Les chercheurs ont découvert un écosystème surprenant, dissimulé dans une rivière sous-glaciaire, à 500 mètres de profondeur sous la banquise. L’équipe scientifique a foré la banquise et a fait descendre une caméra dans une caverne creusée sous la glace. Des centaines d’amphipodes – de petits crustacés ressemblant à des crevettes – ont assailli la caméra alors qu’elle descendait dans la rivière.
Les images satellites montraient jusqu’à présent un sillon dans la plate-forme glaciaire près de l’endroit où elle entre en contact avec la terre ferme. L’équipe scientifique pensait qu’il s’agissait d’un estuaire sous la glace. Les chercheurs ont longtemps imaginé un réseau de lacs et de rivières d’eau douce coulant sous la calotte glaciaire de l’Antarctique, mais ne les avaient jamais explorés.
Après que les chercheurs se soient rendu compte qu’il s’agissait d’une une rivière souterraine, ils sont allés sur le site et ont procédé à un forage jusqu’à environ 500 mètres sous la surface de la glace. Pour ce faire, ils ont utilisé un système de forage à eau chaude mis au point par l’Université Victoria de Wellington.

Peu de temps après avoir atteint la caverne sous-glaciaire, l’équipe scientifique a fait descendre la caméra. Au départ, les chercheurs n’ont vu que des taches floues qui ressemblaient à des détritus. Ils ont d’abord pensé que la caméra était défectueuse, mais une mise au point rapide a montré qu’il s’agissait en fait de crustacés vivants.
La présence de tous ces animaux en train de nager autour de la caméra signifiait qu’un important processus écosystémique existait à cet endroit.
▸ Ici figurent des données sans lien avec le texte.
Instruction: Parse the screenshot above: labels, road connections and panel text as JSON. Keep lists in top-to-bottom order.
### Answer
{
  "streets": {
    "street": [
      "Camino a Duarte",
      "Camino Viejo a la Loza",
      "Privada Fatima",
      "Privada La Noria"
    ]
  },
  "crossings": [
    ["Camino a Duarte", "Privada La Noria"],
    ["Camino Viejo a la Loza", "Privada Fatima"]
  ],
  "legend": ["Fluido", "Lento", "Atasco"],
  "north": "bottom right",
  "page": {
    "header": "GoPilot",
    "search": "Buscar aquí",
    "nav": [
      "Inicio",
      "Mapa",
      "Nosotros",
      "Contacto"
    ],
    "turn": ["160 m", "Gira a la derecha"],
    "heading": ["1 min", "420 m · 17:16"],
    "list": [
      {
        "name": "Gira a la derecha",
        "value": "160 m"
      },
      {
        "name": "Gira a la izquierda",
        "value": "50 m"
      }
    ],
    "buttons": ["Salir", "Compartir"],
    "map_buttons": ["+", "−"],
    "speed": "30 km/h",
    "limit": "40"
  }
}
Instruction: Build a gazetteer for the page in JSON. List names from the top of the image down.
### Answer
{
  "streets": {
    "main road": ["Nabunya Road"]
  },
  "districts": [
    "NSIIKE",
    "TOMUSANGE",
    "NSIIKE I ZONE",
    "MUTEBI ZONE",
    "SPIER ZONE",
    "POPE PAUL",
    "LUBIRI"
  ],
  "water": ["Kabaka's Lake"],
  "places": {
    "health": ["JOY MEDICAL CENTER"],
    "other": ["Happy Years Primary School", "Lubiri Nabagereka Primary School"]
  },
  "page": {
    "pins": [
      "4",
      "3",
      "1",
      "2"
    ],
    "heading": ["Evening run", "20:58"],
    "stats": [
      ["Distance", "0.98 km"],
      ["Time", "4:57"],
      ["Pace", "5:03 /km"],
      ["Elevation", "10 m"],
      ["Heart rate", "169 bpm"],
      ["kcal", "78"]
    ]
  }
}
Il faudra maintenant analyser les échantillons d’eau pour tester certains éléments comme les nutriments. Outre la découverte des amphipodes, l’équipe scientifique a constaté que la colonne d’eau se divise en quatre à cinq couches d’eau distinctes qui s’écoulent dans des directions différentes. L’eau se présente souvent sous forme de couches distinctes qui ne se mélangent pas facilement, en raison des différences de température et de salinité. Cependant, comme les plates-formes glaciaires de l’Antarctique flottent, l’eau circule constamment en dessous, entrant et sortant de l’océan. Comme je j’ai indiqué dans des notes précédentes, certaines colonnes d’eau sont chaudes et peuvent faire fondre la banquise.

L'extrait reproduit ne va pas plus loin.